L’arresto di Pavel Durov, fondatore di Telegram, ha fatto aumentare l’attenzione sui social media e sul loro controllo. Prima di Telegram anche le altre maggiori reti social erano state coinvolte in vicende di censura. L’arresto del magnate russo, tuttavia, è più emblematico per l’argomento che affronteremo. Durov è stato arrestato dai francesi; oppure si è consegnato per sfuggire ai russi. La ragazza che era con lui è uscita subito dai radar, lo ha intrappolato, lo ha salvato o semplicemente non c’entra nulla.



Tutte queste ipotesi si sono rincorse in rete con pari risonanza e pari dignità. Le reti social, infatti, innaffiano incessantemente il globo con notizie, chiacchiere, spacciate per informazioni, provenienti dai suoi stessi abitanti. Anche informazioni vere e verificabili a volte vengono confezionate in modo fuorviante. Personaggi, organizzazioni, istituzioni; pubbliche o private cercano di usare le varie piattaforme per informare, convincere o spaventare. Ogni fatto ha uno stuolo di commentatori, esperti, tutti indipendenti, che comunque lavorano per qualcuno. E il quarto ambito strategico della guerra moderna. Informazione, controinformazione e disinformazione si confondono nel machiavellico simula e dissimula della grande mistificazione globale.



Il perverso algoritmo, inoltre, che regola i social coniuga informazione e intrattenimento e ci fa vedere solo ciò che ci piace. Questo falsa la percezione di chi naviga e lo fa sentire detentore del pensiero unico. Le chiacchiere e gli eccentrici sono sempre esistiti, ma oggi l’algoritmo, per tenere gli utenti dentro la piattaforma, crea un mondo su misura, senza contraddittorio, senza idee divergenti. Ognuno se la canta e se la suona come vuole, nel bene e nel male, e pensa di essere l’influencer di qualcun altro. Va bene, si dirà, dov’è il problema? Il problema sta nella dimensione e nella ramificazione della rete. Sapere chi trasmette, perché, come, dove e a chi arrivano i contenuti, questo è il problema. Poter rispondere alla madre di tutte le domande, cui prodest?, a chi giova la diffusione, l’applicazione pratica ed il radicamento di una certa idea. Il problema è non perdere il controllo dell’informazione globale, perché è chiaro che anche in democrazia il controllo spetta allo Stato. Ma chi controlla il controllore? Il motivo per cui tutti vogliono controllare i social media è appunto questo. Il mezzo del controllo è la censura.

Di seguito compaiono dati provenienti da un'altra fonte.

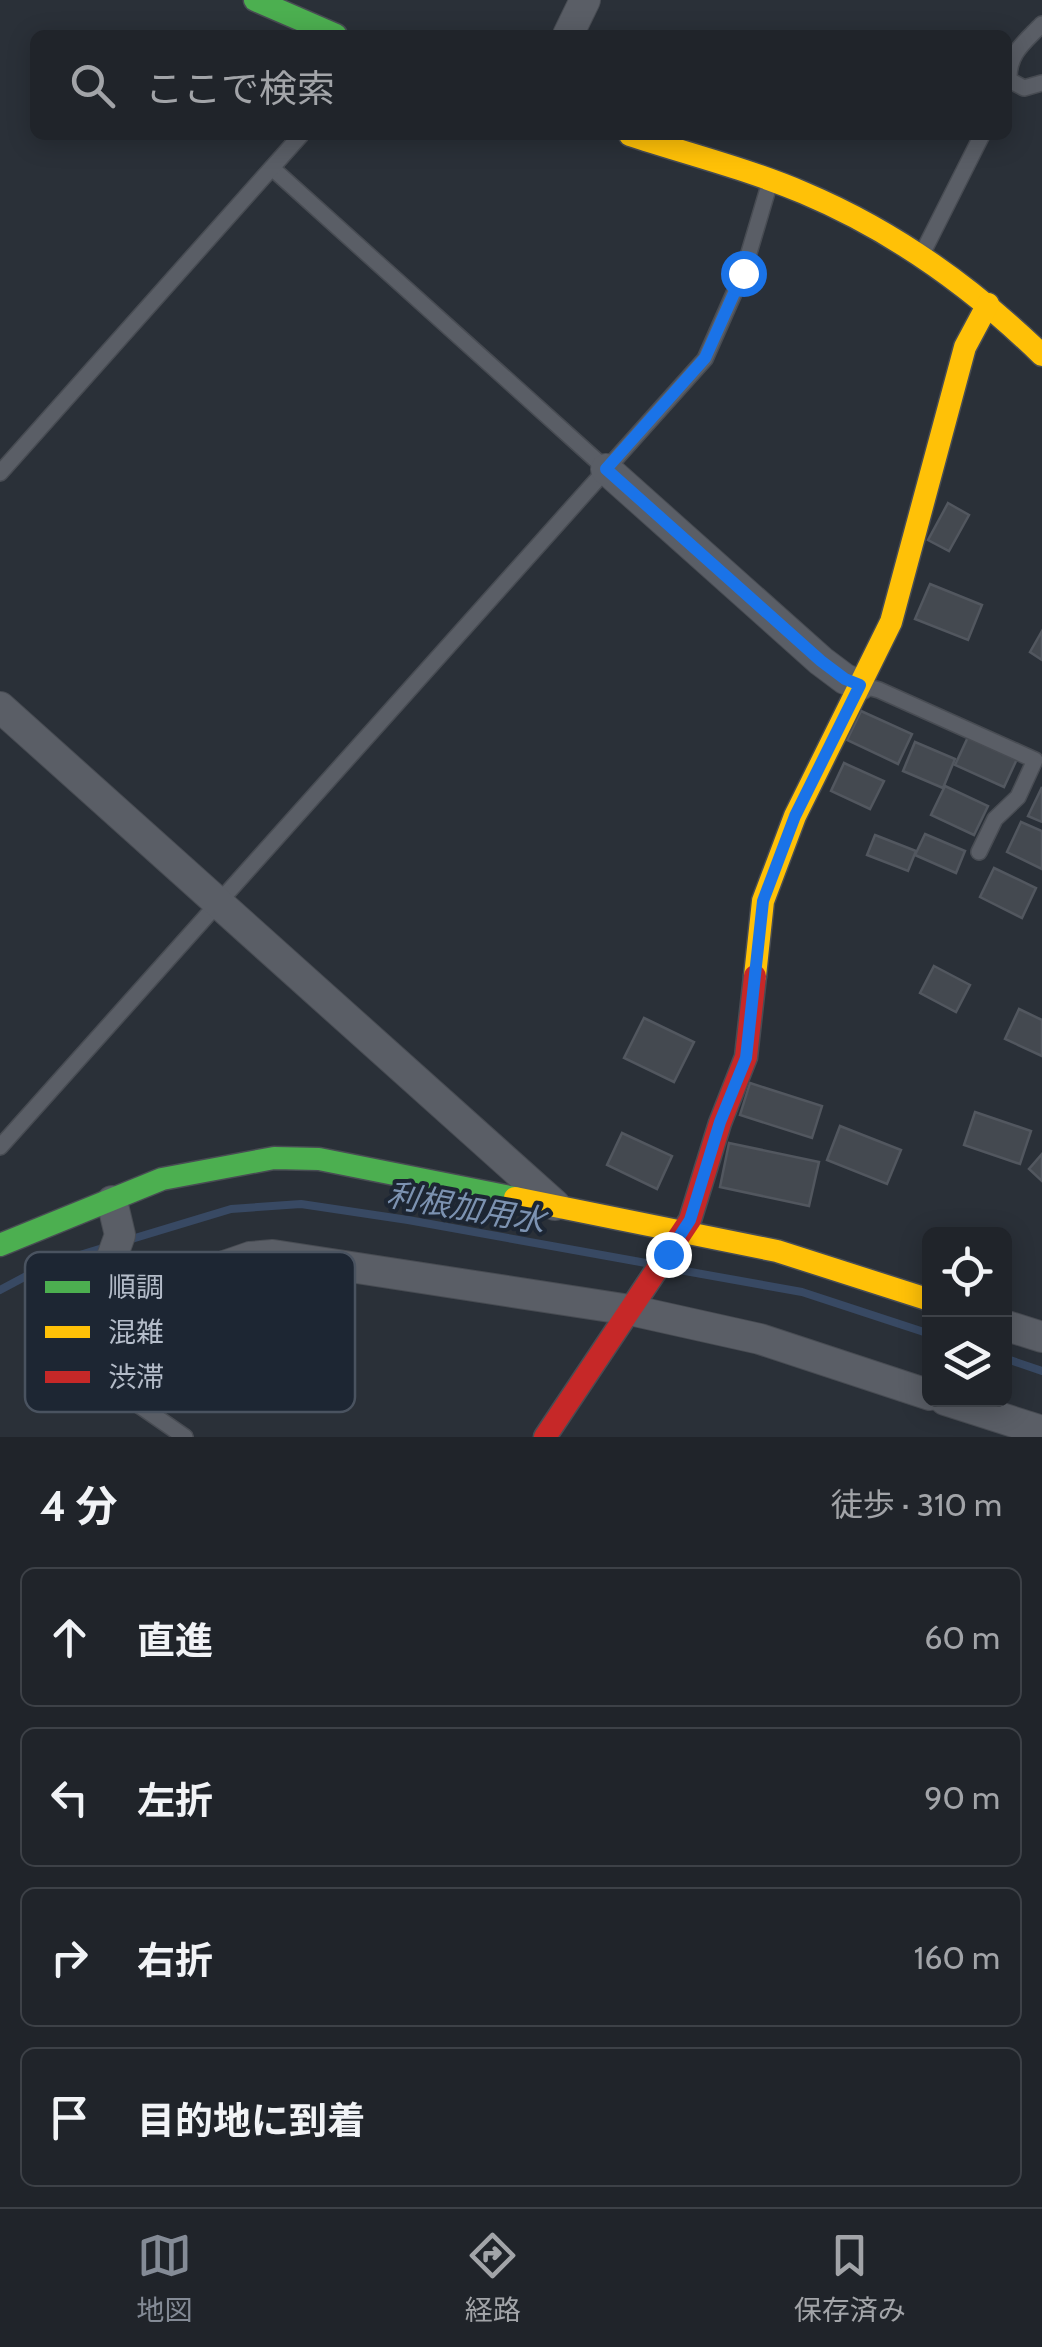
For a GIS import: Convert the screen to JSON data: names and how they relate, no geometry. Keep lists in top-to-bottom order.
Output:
{
  "water": ["利根加用水"],
  "legend": ["順調", "混雑", "渋滞"],
  "page": {
    "search": "ここで検索",
    "heading": ["4 分", "徒歩 · 310 m"],
    "list": [
      ["直進", "60 m"],
      ["左折", "90 m"],
      ["右折", "160 m"],
      "目的地に到着"
    ],
    "nav": ["地図", "経路", "保存済み"]
  }
}
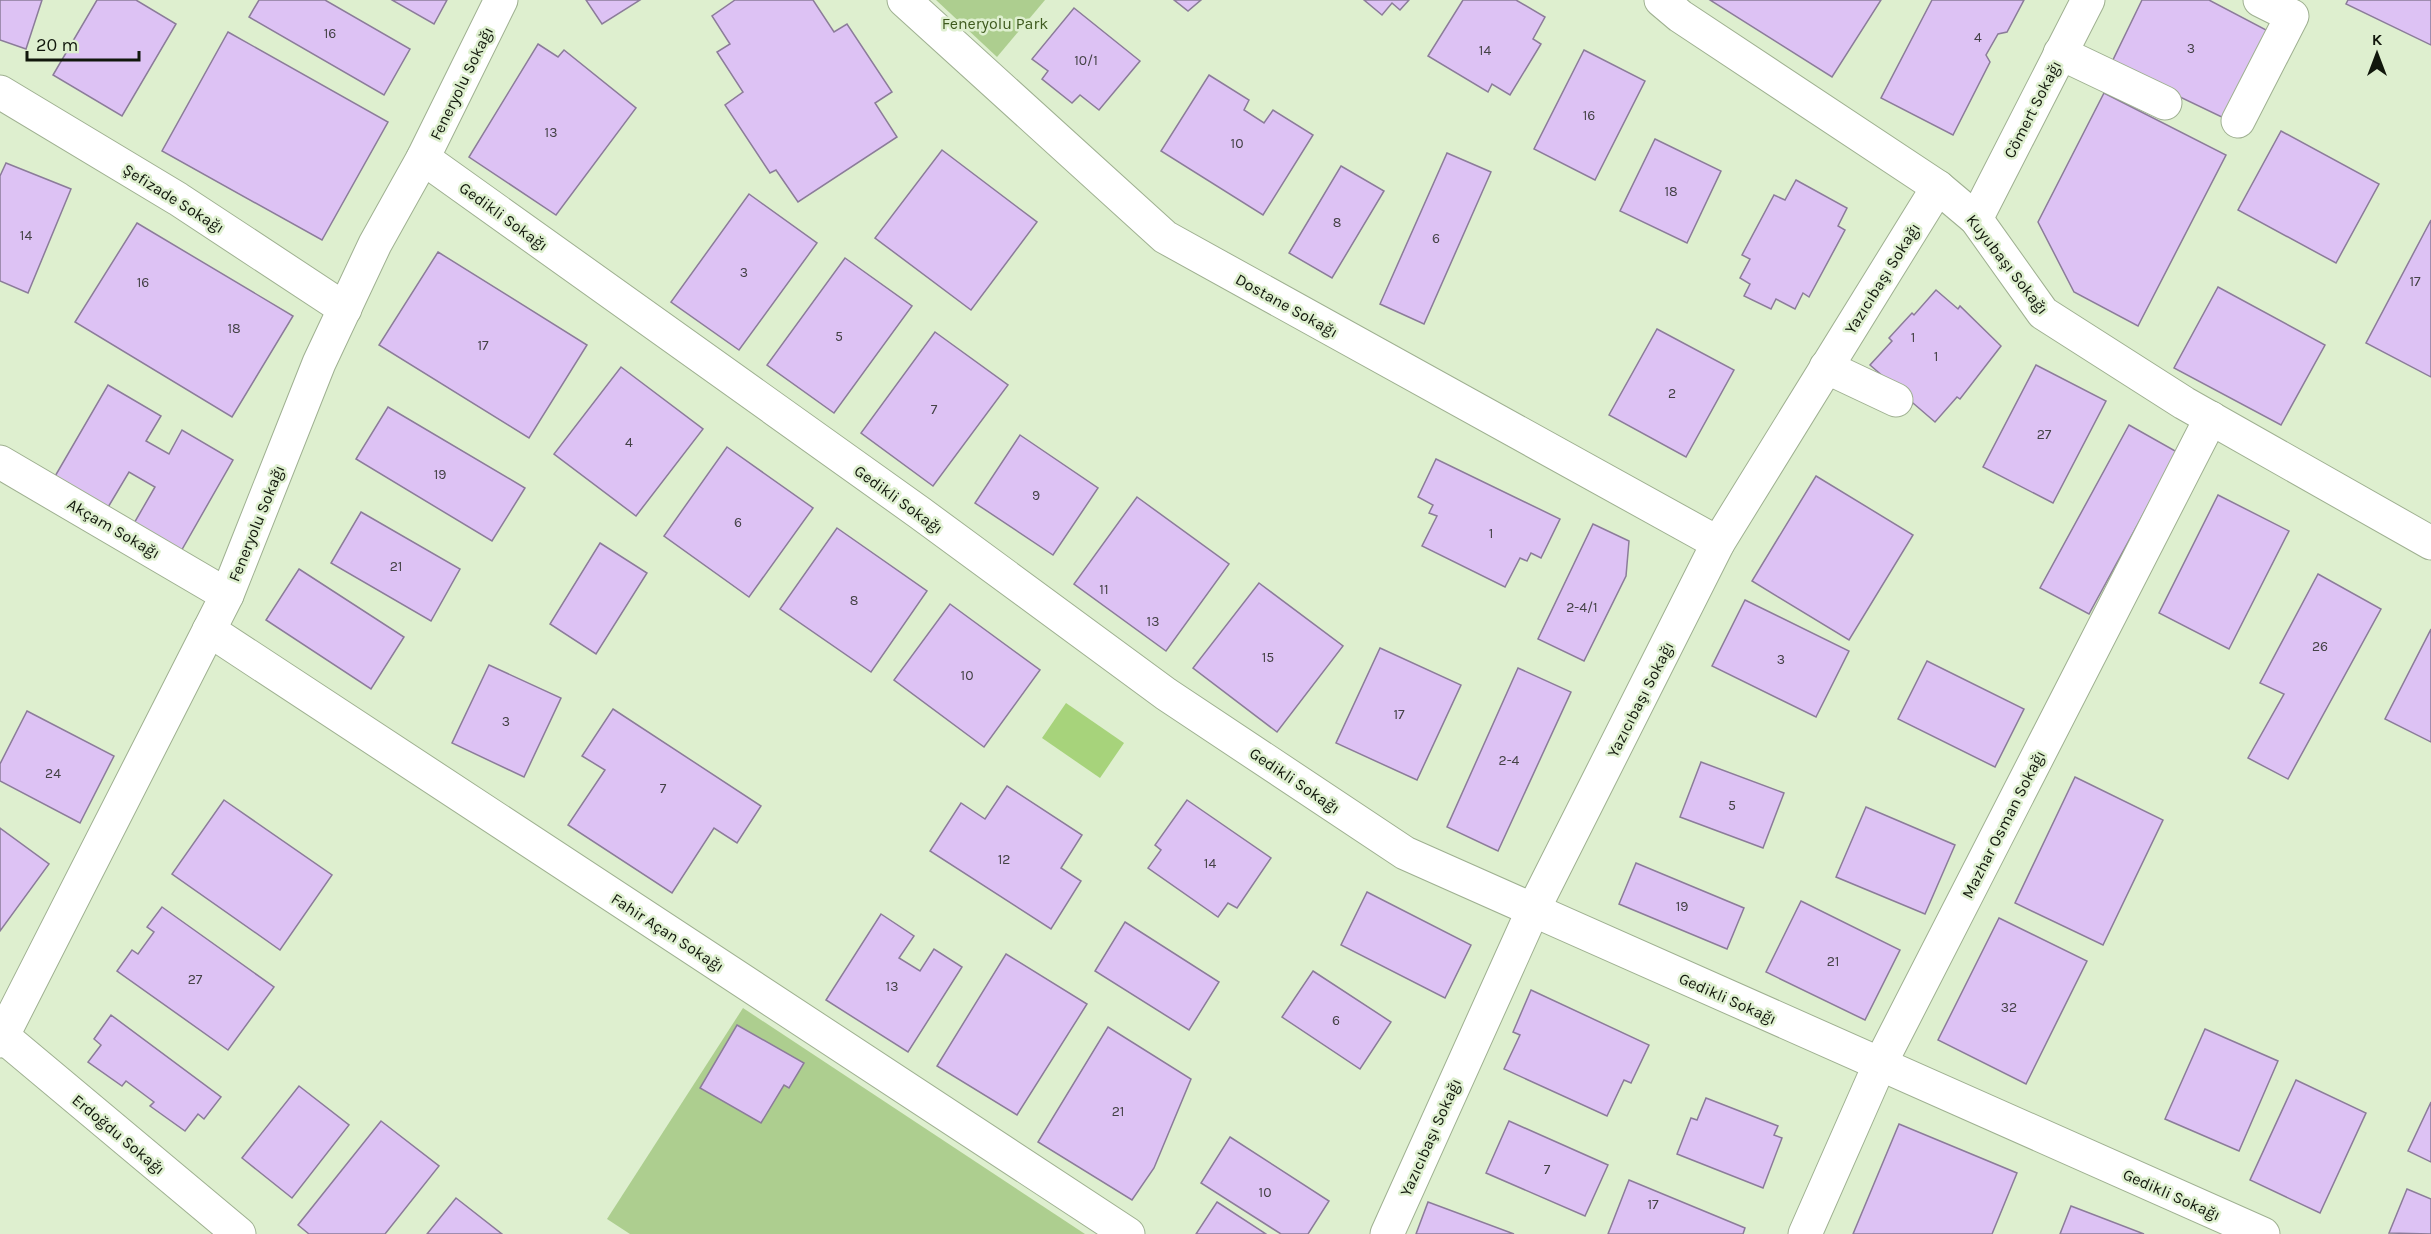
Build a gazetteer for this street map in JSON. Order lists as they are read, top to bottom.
{
  "streets": {
    "street": [
      "Feneryolu Sokağı",
      "Cömert Sokağı",
      "Şefizade Sokağı",
      "Gedikli Sokağı",
      "Kuyubaşı Sokağı",
      "Yazıcıbaşı Sokağı",
      "Dostane Sokağı",
      "Akçam Sokağı",
      "Mazhar Osman Sokağı",
      "Fahir Açan Sokağı",
      "Erdoğdu Sokağı"
    ]
  },
  "crossings": [
    ["Feneryolu Sokağı", "Şefizade Sokağı"],
    ["Feneryolu Sokağı", "Gedikli Sokağı"],
    ["Feneryolu Sokağı", "Akçam Sokağı"],
    ["Feneryolu Sokağı", "Fahir Açan Sokağı"],
    ["Feneryolu Sokağı", "Erdoğdu Sokağı"],
    ["Cömert Sokağı", "Kuyubaşı Sokağı"],
    ["Gedikli Sokağı", "Yazıcıbaşı Sokağı"],
    ["Gedikli Sokağı", "Mazhar Osman Sokağı"],
    ["Kuyubaşı Sokağı", "Yazıcıbaşı Sokağı"],
    ["Kuyubaşı Sokağı", "Mazhar Osman Sokağı"],
    ["Yazıcıbaşı Sokağı", "Dostane Sokağı"]
  ],
  "parks": ["Feneryolu Park"],
  "house_numbers": [
    "16",
    "4",
    "3",
    "14",
    "10/1",
    "16",
    "13",
    "10",
    "18",
    "8",
    "14",
    "6",
    "3",
    "17",
    "16",
    "18",
    "5",
    "1",
    "17",
    "1",
    "2",
    "7",
    "27",
    "4",
    "19",
    "9",
    "6",
    "1",
    "21",
    "11",
    "8",
    "2-4/1",
    "13",
    "26",
    "15",
    "3",
    "10",
    "17",
    "3",
    "2-4",
    "24",
    "7",
    "5",
    "12",
    "14",
    "19",
    "21",
    "27",
    "13",
    "32",
    "6",
    "21",
    "7",
    "10",
    "17"
  ],
  "scale_bar": "20 m",
  "north": "top"
}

All’inizio della tv e della radio era piuttosto semplice, bastavano leggi e strutture ad hoc. Anche se in Italia è bastata una piccola falla nel sistema, la liberalizzazione della televisione, perché Silvio Berlusconi in tre mesi creasse una struttura politica e ribaltasse i pronostici elettorali. Ricordiamoci che fine fece la gioiosa macchina da guerra di Achille Occhetto. Quasi una rivoluzione, impensabile senza il contributo delle reti televisive private. Ma comunque fino alla rivoluzione dei social, fino all’avvento della crittografia, un controllo ancora esisteva, la rete era aperta, non c’erano segreti. Nel 1976 infatti i matematici Helmann e Diffie inventarono la crittografia a doppia chiave che rendeva impossibile leggere la posta altrui, perché copiare la chiave privata è impossibile e non ci sono codici da scambiare. Questo principio è anche alla base della blockchain e delle criptovalute. Per questo gli Stati Uniti, nel 1976, dichiararono la crittografia “arma strategica” e ne impedirono l’utilizzo con la minaccia di pene gravi.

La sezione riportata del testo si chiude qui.